• _WHAT YOU NEED TO DO_
Every line below that carries the word "bottom" needs to be copied.

==============================

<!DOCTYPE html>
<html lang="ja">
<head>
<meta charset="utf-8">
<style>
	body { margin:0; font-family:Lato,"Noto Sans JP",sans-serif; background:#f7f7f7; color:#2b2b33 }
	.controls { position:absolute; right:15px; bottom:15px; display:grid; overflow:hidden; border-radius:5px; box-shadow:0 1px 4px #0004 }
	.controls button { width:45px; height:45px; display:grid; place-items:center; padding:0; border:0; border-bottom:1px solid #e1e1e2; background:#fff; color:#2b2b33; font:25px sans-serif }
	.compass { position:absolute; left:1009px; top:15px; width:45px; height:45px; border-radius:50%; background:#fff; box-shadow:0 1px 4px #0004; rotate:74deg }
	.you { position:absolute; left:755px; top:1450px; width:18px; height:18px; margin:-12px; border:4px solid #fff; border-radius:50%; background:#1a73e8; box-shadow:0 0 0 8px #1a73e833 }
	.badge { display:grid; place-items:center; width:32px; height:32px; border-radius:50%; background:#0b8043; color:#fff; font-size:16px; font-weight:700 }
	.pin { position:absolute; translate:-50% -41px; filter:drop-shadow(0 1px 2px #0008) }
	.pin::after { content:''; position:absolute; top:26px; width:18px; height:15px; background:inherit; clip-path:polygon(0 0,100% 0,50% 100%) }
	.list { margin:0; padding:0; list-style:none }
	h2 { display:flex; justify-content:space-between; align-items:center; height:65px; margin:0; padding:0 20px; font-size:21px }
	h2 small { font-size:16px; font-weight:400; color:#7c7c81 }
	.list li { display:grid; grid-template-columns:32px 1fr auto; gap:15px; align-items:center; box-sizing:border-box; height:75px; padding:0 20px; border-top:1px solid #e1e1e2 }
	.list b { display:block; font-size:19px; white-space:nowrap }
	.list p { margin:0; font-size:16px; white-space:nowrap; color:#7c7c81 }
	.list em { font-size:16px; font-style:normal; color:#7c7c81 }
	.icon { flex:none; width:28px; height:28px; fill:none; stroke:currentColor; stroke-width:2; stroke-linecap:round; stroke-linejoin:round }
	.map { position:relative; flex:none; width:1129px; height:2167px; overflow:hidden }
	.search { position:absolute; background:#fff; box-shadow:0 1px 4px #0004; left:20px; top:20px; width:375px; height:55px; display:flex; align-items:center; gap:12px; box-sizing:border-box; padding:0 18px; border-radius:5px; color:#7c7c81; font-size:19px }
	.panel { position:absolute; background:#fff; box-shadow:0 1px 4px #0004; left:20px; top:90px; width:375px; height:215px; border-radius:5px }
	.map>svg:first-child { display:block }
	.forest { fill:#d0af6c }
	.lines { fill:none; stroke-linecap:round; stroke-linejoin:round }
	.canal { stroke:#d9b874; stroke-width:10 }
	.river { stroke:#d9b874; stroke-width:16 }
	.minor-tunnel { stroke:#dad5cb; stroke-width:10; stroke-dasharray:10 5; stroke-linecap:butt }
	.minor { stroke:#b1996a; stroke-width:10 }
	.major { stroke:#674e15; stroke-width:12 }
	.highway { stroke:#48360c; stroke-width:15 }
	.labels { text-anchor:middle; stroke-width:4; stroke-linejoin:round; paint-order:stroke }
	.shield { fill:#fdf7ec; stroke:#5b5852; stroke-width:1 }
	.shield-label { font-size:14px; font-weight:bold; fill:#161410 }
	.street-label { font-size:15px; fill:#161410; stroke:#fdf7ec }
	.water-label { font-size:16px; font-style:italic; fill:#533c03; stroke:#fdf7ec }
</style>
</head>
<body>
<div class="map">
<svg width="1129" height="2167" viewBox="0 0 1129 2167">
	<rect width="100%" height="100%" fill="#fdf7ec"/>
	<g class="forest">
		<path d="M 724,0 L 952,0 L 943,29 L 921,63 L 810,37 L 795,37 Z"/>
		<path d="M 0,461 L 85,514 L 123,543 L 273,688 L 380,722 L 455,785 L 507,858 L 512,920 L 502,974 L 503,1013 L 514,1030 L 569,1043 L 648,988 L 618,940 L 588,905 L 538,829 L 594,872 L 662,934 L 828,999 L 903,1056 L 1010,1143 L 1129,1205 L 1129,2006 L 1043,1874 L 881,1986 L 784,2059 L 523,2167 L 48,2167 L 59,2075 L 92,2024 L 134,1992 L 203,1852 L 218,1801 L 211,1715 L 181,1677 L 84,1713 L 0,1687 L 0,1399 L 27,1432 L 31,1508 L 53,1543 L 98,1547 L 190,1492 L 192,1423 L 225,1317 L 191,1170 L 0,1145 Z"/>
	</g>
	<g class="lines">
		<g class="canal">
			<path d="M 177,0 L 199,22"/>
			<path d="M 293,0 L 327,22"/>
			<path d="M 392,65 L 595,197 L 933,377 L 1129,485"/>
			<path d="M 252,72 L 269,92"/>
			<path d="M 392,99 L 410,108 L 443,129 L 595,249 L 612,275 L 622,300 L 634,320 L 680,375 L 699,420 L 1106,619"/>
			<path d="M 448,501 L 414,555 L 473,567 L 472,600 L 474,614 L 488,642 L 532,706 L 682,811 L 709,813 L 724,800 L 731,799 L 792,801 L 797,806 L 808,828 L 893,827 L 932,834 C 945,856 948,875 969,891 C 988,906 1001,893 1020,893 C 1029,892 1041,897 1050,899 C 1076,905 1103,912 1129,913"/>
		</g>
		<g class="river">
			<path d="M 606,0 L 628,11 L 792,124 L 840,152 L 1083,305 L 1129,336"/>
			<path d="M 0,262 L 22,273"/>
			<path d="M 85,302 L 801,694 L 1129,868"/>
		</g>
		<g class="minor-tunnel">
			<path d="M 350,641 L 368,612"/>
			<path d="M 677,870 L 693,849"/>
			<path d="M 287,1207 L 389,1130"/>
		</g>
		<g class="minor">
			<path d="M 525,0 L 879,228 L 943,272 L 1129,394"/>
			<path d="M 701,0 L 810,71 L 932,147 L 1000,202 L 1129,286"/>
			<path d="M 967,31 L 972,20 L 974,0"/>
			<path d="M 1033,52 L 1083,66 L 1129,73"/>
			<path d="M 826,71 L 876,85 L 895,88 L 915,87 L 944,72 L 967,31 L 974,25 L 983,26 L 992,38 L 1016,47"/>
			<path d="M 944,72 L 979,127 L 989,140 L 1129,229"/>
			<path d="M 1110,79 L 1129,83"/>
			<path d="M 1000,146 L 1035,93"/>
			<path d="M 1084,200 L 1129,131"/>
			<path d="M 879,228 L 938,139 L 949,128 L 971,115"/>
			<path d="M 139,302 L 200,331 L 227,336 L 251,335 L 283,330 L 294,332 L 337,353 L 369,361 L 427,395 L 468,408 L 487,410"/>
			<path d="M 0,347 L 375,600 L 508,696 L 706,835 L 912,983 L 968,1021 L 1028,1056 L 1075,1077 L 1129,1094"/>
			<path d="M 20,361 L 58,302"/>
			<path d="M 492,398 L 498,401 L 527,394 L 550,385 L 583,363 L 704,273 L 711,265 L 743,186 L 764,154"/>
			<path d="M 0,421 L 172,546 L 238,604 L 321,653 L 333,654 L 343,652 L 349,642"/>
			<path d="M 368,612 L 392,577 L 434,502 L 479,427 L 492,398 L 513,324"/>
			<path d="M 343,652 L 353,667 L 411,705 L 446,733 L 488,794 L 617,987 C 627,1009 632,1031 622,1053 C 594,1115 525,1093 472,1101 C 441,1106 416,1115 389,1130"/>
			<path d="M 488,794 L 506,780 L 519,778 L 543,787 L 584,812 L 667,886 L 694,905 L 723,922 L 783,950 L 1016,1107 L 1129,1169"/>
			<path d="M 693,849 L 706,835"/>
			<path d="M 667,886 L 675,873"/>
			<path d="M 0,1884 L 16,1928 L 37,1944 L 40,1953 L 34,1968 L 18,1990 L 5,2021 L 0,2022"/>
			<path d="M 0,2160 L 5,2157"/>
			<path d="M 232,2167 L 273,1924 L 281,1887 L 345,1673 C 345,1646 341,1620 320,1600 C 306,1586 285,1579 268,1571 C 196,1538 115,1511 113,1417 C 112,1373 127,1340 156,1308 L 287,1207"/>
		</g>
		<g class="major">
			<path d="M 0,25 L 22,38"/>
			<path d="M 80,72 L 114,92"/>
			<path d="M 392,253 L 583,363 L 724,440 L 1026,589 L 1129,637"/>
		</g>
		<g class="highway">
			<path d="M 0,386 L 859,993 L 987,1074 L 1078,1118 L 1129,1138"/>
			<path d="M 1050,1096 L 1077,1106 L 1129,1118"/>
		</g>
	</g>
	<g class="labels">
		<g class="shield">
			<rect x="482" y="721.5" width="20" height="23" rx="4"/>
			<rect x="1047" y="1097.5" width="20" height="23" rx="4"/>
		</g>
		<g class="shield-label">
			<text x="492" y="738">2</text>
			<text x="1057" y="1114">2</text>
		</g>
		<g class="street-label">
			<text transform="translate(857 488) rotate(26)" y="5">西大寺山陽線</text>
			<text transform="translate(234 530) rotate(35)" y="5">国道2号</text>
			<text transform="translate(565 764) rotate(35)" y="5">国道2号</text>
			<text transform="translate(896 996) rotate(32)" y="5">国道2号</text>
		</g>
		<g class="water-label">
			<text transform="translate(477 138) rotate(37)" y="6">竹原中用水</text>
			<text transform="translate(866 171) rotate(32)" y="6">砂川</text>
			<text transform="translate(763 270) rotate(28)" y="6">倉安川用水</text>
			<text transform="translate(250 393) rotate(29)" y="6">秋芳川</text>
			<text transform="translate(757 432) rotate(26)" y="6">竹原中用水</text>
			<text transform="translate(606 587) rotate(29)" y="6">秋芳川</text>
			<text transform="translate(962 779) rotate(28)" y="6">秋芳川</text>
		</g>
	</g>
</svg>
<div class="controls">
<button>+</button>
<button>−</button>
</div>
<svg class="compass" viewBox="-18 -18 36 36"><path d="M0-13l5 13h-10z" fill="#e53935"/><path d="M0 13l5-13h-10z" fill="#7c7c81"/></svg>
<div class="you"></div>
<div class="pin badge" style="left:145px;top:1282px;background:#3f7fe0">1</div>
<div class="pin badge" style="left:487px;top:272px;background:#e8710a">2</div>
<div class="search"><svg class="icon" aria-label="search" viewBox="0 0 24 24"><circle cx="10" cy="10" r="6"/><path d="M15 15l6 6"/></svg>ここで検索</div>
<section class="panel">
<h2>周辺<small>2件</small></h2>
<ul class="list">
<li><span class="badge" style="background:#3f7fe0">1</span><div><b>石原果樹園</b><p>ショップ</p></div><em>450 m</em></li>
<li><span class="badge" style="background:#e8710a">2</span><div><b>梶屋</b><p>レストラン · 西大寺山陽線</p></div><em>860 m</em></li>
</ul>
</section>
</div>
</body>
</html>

==============================

• _TASK RESULT_
	.controls { position:absolute; right:15px; bottom:15px; display:grid; overflow:hidden; border-radius:5px; box-shadow:0 1px 4px #0004 }
	.controls button { width:45px; height:45px; display:grid; place-items:center; padding:0; border:0; border-bottom:1px solid #e1e1e2; background:#fff; color:#2b2b33; font:25px sans-serif }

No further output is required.